-- Opening Marker --
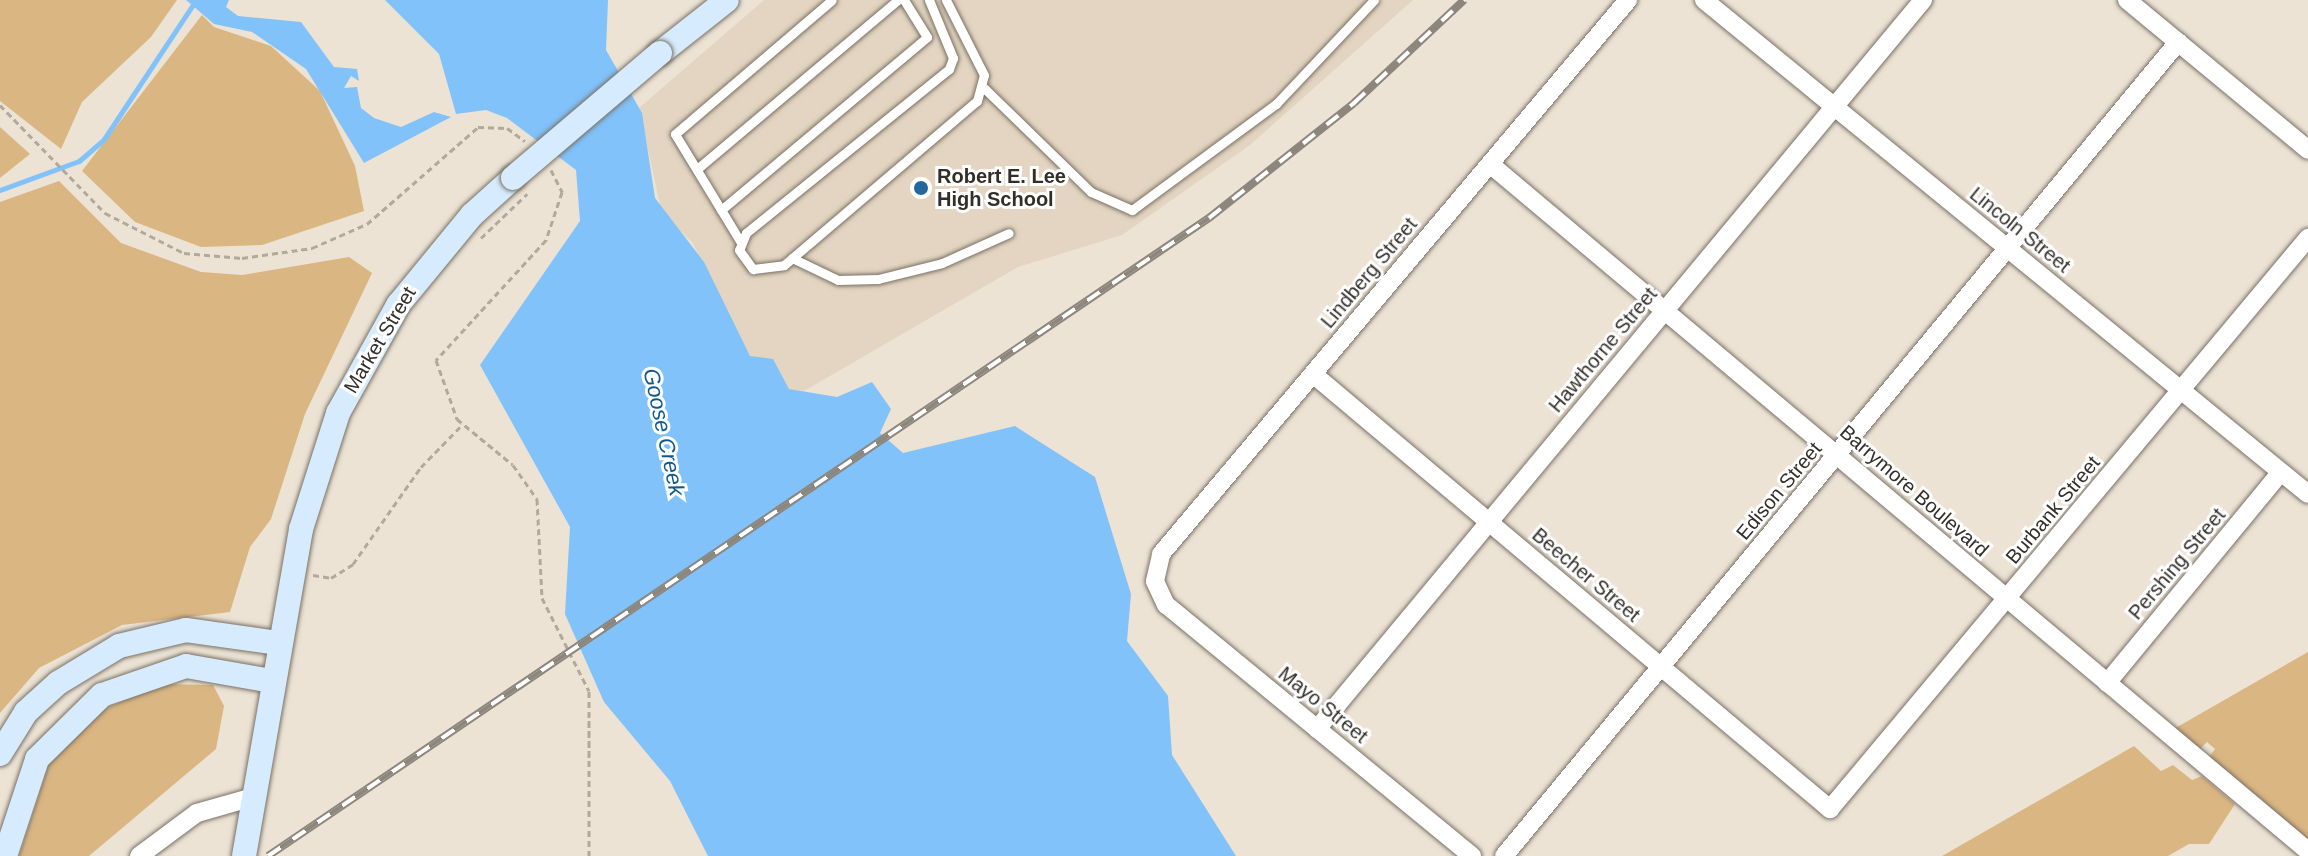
<!DOCTYPE html>
<style>
body{margin:0}
#map{position:relative;width:2308px;height:856px;overflow:hidden;background:#ece3d5;font-family:Helvetica,sans-serif}
div>[style]{position:absolute}
[style*='--x']{left:calc(var(--x)*1px);top:calc(var(--y)*1px);width:calc(var(--w)*1px);rotate:calc(var(--a)*1deg)}
.built>*{inset:0;background:#e3d5c1}
.green>*{inset:0;background:#dab683}
.water>*{inset:0;background:#81c2fa}
.stream>*{height:5px;margin:-2.5px;padding:0 2.5px;transform-origin:2.5px;border-radius:2.5px;background:#81c2fa}
.path>*{height:3px;margin-top:-1.5px;transform-origin:0;background:repeating-linear-gradient(90deg,#b1a99e 0 6px,transparent 0 10px)}
.roads{filter:drop-shadow(0 0 2px #7a7165) drop-shadow(0 0 2px #7a7165)}
.lane>*{height:9px;margin:-4.5px;padding:0 4.5px;transform-origin:4.5px;border-radius:4.5px;background:#fff}
.street>*{height:18px;margin:-9px;padding:0 9px;transform-origin:9px;border-radius:9px;background:#fff}
.secondary>*{height:24px;margin:-12px;padding:0 12px;transform-origin:12px;border-radius:12px;background:#d6ebfd}
.rail>*{height:8px;margin-top:-4px;transform-origin:0;background:repeating-linear-gradient(90deg,#fff 0 15px,#8c867c 0 30px);box-sizing:border-box;border-block:2px solid #8c867c}
.bridges{filter:drop-shadow(0 0 2px #7a7165) drop-shadow(0 0 2px #7a7165)}
.secondary-bridge>*{height:24px;margin:-12px;padding:0 12px;transform-origin:12px;border-radius:12px;background:#d6ebfd}
.dots>*{width:22px;height:22px;translate:-50% -50%;box-sizing:border-box;border:4px solid #fff;border-radius:50%}
span{translate:-50% -50%;white-space:nowrap;text-align:center;line-height:1.15;-webkit-text-stroke:6px #fff;paint-order:stroke}
.poi-label{font-size:20px;color:#322e29;font-weight:700}
.left{translate:0 -50%;text-align:left}
.street-label{font-size:20px;color:#322e29}
.water-label{font-size:22px;color:#0f598d;font-style:italic}
</style>
<div id="map">
<div class="built">
<i style="clip-path:polygon(764px 0,1413px 0,1250px 145px,1122px 235px,1018px 267px,804px 391px,789px 389px,773px 360px,750px 356px,692px 242px,662px 214px,639px 108px)"></i>
</div>
<div class="green">
<i style="clip-path:polygon(0 0,177px 0,151px 37px,82px 102px,61px 149px,0 101px)"></i>
<i style="clip-path:polygon(202px 15px,214px 27px,271px 46px,320px 91px,355px 166px,364px 211px,262px 245px,201px 247px,135px 222px,82px 171px)"></i>
<i style="clip-path:polygon(0 127px,30px 154px,0 178px)"></i>
<i style="clip-path:polygon(59px 181px,121px 243px,201px 272px,242px 275px,349px 257px,372px 273px,305px 414px,271px 519px,250px 547px,230px 612px,122px 625px,39px 668px,0 713px,0 202px)"></i>
<i style="clip-path:polygon(2308px 652px,2308px 842px,2209px 757px,2215px 749px,2207px 742px,2200px 749px,2172px 730px)"></i>
<i style="clip-path:polygon(161px 684px,213px 685px,224px 706px,216px 749px,89px 856px,19px 856px,51px 757px,89px 716px)"></i>
<i style="clip-path:polygon(2134px 746px,2161px 771px,2173px 765px,2192px 780px,2202px 776px,2235px 804px,2209px 844px,2189px 844px,2168px 856px,1942px 856px)"></i>
</div>
<div class="water">
<i style="clip-path:polygon(186px 0,229px 0,226px 7px,238px 16px,301px 22px,334px 67px,357px 69px,359px 81px,351px 76px,344px 88px,357px 87px,361px 108px,374px 118px,401px 127px,434px 112px,451px 117px,364px 163px,306px 69px,252px 32px,214px 24px)"></i>
<i style="clip-path:polygon(385px 0,608px 0,606px 50px,642px 113px,655px 198px,704px 262px,750px 356px,773px 359px,789px 389px,837px 397px,872px 382px,891px 409px,880px 433px,903px 453px,1015px 426px,1095px 477px,1131px 594px,1127px 641px,1168px 696px,1172px 755px,1236px 856px,708px 856px,670px 781px,604px 702px,565px 614px,570px 527px,480px 365px,580px 221px,576px 170px,507px 118px,486px 110px,456px 114px,439px 54px)"></i>
</div>
<div class="stream">
<i style="--x:0;--y:190;--w:84;--a:-20.2"></i>
<i style="--x:79;--y:161;--w:33;--a:-41"></i>
<i style="--x:104;--y:139;--w:167;--a:-56.5"></i>
</div>
<div class="path">
<i style="--x:0;--y:105;--w:151;--a:45.8"></i>
<i style="--x:105;--y:213;--w:89;--a:26.9"></i>
<i style="--x:184;--y:253;--w:58;--a:4.9"></i>
<i style="--x:242;--y:258;--w:71;--a:-8.1"></i>
<i style="--x:312;--y:248;--w:60;--a:-23.6"></i>
<i style="--x:367;--y:224;--w:147;--a:-41.1"></i>
<i style="--x:478;--y:127;--w:29;--a:2"></i>
<i style="--x:507;--y:128;--w:22;--a:36"></i>
<i style="--x:551;--y:170;--w:25;--a:63"></i>
<i style="--x:562;--y:192;--w:51;--a:108.4"></i>
<i style="--x:546;--y:240;--w:163;--a:132.5"></i>
<i style="--x:436;--y:360;--w:63;--a:70.4"></i>
<i style="--x:457;--y:419;--w:72;--a:39.4"></i>
<i style="--x:513;--y:465;--w:42;--a:54.8"></i>
<i style="--x:537;--y:499;--w:99;--a:87.1"></i>
<i style="--x:542;--y:598;--w:104;--a:63.2"></i>
<i style="--x:589;--y:691;--w:165;--a:90"></i>
<i style="--x:481;--y:238;--w:64;--a:-43.7"></i>
<i style="--x:313;--y:575;--w:18;--a:9"></i>
<i style="--x:331;--y:578;--w:26;--a:-32"></i>
<i style="--x:353;--y:564;--w:118;--a:-55"></i>
<i style="--x:421;--y:467;--w:60;--a:-45.7"></i>
</div>
<div class="roads">
<div class="lane">
<i style="--x:929;--y:0;--w:63;--a:67.5"></i>
<i style="--x:953;--y:58;--w:12;--a:110"></i>
<i style="--x:949;--y:69;--w:261;--a:141.1"></i>
<i style="--x:746;--y:233;--w:18;--a:112"></i>
<i style="--x:739;--y:250;--w:24;--a:54"></i>
<i style="--x:753;--y:269;--w:31;--a:-7"></i>
<i style="--x:784;--y:265;--w:253;--a:-40.4"></i>
<i style="--x:977;--y:101;--w:27;--a:-75"></i>
<i style="--x:984;--y:75;--w:84;--a:-116.9"></i>
<i style="--x:984;--y:88;--w:149;--a:44.2"></i>
<i style="--x:1091;--y:192;--w:45;--a:23.7"></i>
<i style="--x:1132;--y:210;--w:179;--a:-36.4"></i>
<i style="--x:1276;--y:104;--w:143;--a:-46.7"></i>
<i style="--x:697;--y:169;--w:263;--a:-40.1"></i>
<i style="--x:721;--y:210;--w:269;--a:-40"></i>
<i style="--x:927;--y:37;--w:44;--a:-121.9"></i>
<i style="--x:740;--y:241;--w:125;--a:-121.3"></i>
<i style="--x:675;--y:134;--w:206;--a:-40.5"></i>
<i style="--x:792;--y:258;--w:51;--a:25.6"></i>
<i style="--x:838;--y:280;--w:40;--a:-1.4"></i>
<i style="--x:878;--y:279;--w:66;--a:-14"></i>
<i style="--x:942;--y:263;--w:73;--a:-24.1"></i>
</div>
<div class="street">
<i style="--x:1704;--y:0;--w:780;--a:39.28"></i>
<i style="--x:2127;--y:0;--w:235;--a:39.6"></i>
<i style="--x:1490;--y:164;--w:1068;--a:40.03"></i>
<i style="--x:1313;--y:374;--w:676;--a:40.08"></i>
<i style="--x:1830;--y:809;--w:745;--a:-50.07"></i>
<i style="--x:2107;--y:683;--w:273;--a:-50.5"></i>
<i style="--x:1317;--y:729;--w:948;--a:-50.26"></i>
<i style="--x:139;--y:856;--w:72;--a:-36.6"></i>
<i style="--x:197;--y:813;--w:58;--a:-15.9"></i>
<i style="--x:1472;--y:856;--w:396;--a:-140.6"></i>
<i style="--x:1166;--y:605;--w:26;--a:-115"></i>
<i style="--x:1155;--y:581;--w:28;--a:-77"></i>
<i style="--x:1161;--y:554;--w:725;--a:-49.87"></i>
<i style="--x:1504;--y:856;--w:1057;--a:-50.37"></i>
</div>
<div class="secondary">
<i style="--x:660;--y:53;--w:85;--a:-38.3"></i>
<i style="--x:0;--y:754;--w:49;--a:-58.2"></i>
<i style="--x:26;--y:712;--w:43;--a:-42.2"></i>
<i style="--x:58;--y:683;--w:71;--a:-31.2"></i>
<i style="--x:119;--y:646;--w:69;--a:-13.4"></i>
<i style="--x:186;--y:630;--w:94;--a:8"></i>
<i style="--x:5;--y:856;--w:102;--a:-71.7"></i>
<i style="--x:37;--y:759;--w:91;--a:-44.6"></i>
<i style="--x:102;--y:695;--w:89;--a:-19"></i>
<i style="--x:186;--y:666;--w:87;--a:9.9"></i>
<i style="--x:244;--y:856;--w:332;--a:-80.1"></i>
<i style="--x:301;--y:529;--w:122;--a:-72.3"></i>
<i style="--x:338;--y:413;--w:124;--a:-60.9"></i>
<i style="--x:398;--y:305;--w:117;--a:-50.6"></i>
<i style="--x:472;--y:215;--w:55;--a:-42.1"></i>
</div>
</div>
<div class="rail">
<i style="--x:268;--y:856;--w:1137;--a:-34.14"></i>
<i style="--x:1209;--y:218;--w:185;--a:-38.4"></i>
<i style="--x:1354;--y:103;--w:151;--a:-43.1"></i>
</div>
<div class="bridges">
<div class="secondary-bridge">
<i style="--x:513;--y:178;--w:193;--a:-40.4"></i>
</div>
</div>
<div class="dots">
<i style="left:921px;top:188px;background:#23689d"></i>
</div>
<div class="poi-label">
<span class="left" style="left:937px;top:188px">Robert E. Lee<br>High School</span>
</div>
<div class="street-label">
<span style="left:2020px;top:230px;rotate:39deg">Lincoln Street</span>
<span style="left:1369px;top:273px;rotate:-50deg">Lindberg Street</span>
<span style="left:380px;top:340px;rotate:-59deg">Market Street</span>
<span style="left:1603px;top:350px;rotate:-50deg">Hawthorne Street</span>
<span style="left:1779px;top:491px;rotate:-50deg">Edison Street</span>
<span style="left:1914px;top:491px;rotate:41deg">Barrymore Boulevard</span>
<span style="left:2053px;top:510px;rotate:-50deg">Burbank Street</span>
<span style="left:2177px;top:564px;rotate:-50deg">Pershing Street</span>
<span style="left:1586px;top:575px;rotate:40deg">Beecher Street</span>
<span style="left:1323px;top:705px;rotate:39deg">Mayo Street</span>
</div>
<div class="water-label">
<span style="left:664px;top:432px;rotate:78deg">Goose Creek</span>
</div>
</div>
-- Closing Marker --
● Exercise directions: Count the lines in these records that hold the string "width". Only the number is wanted.

● Answer to this task: 3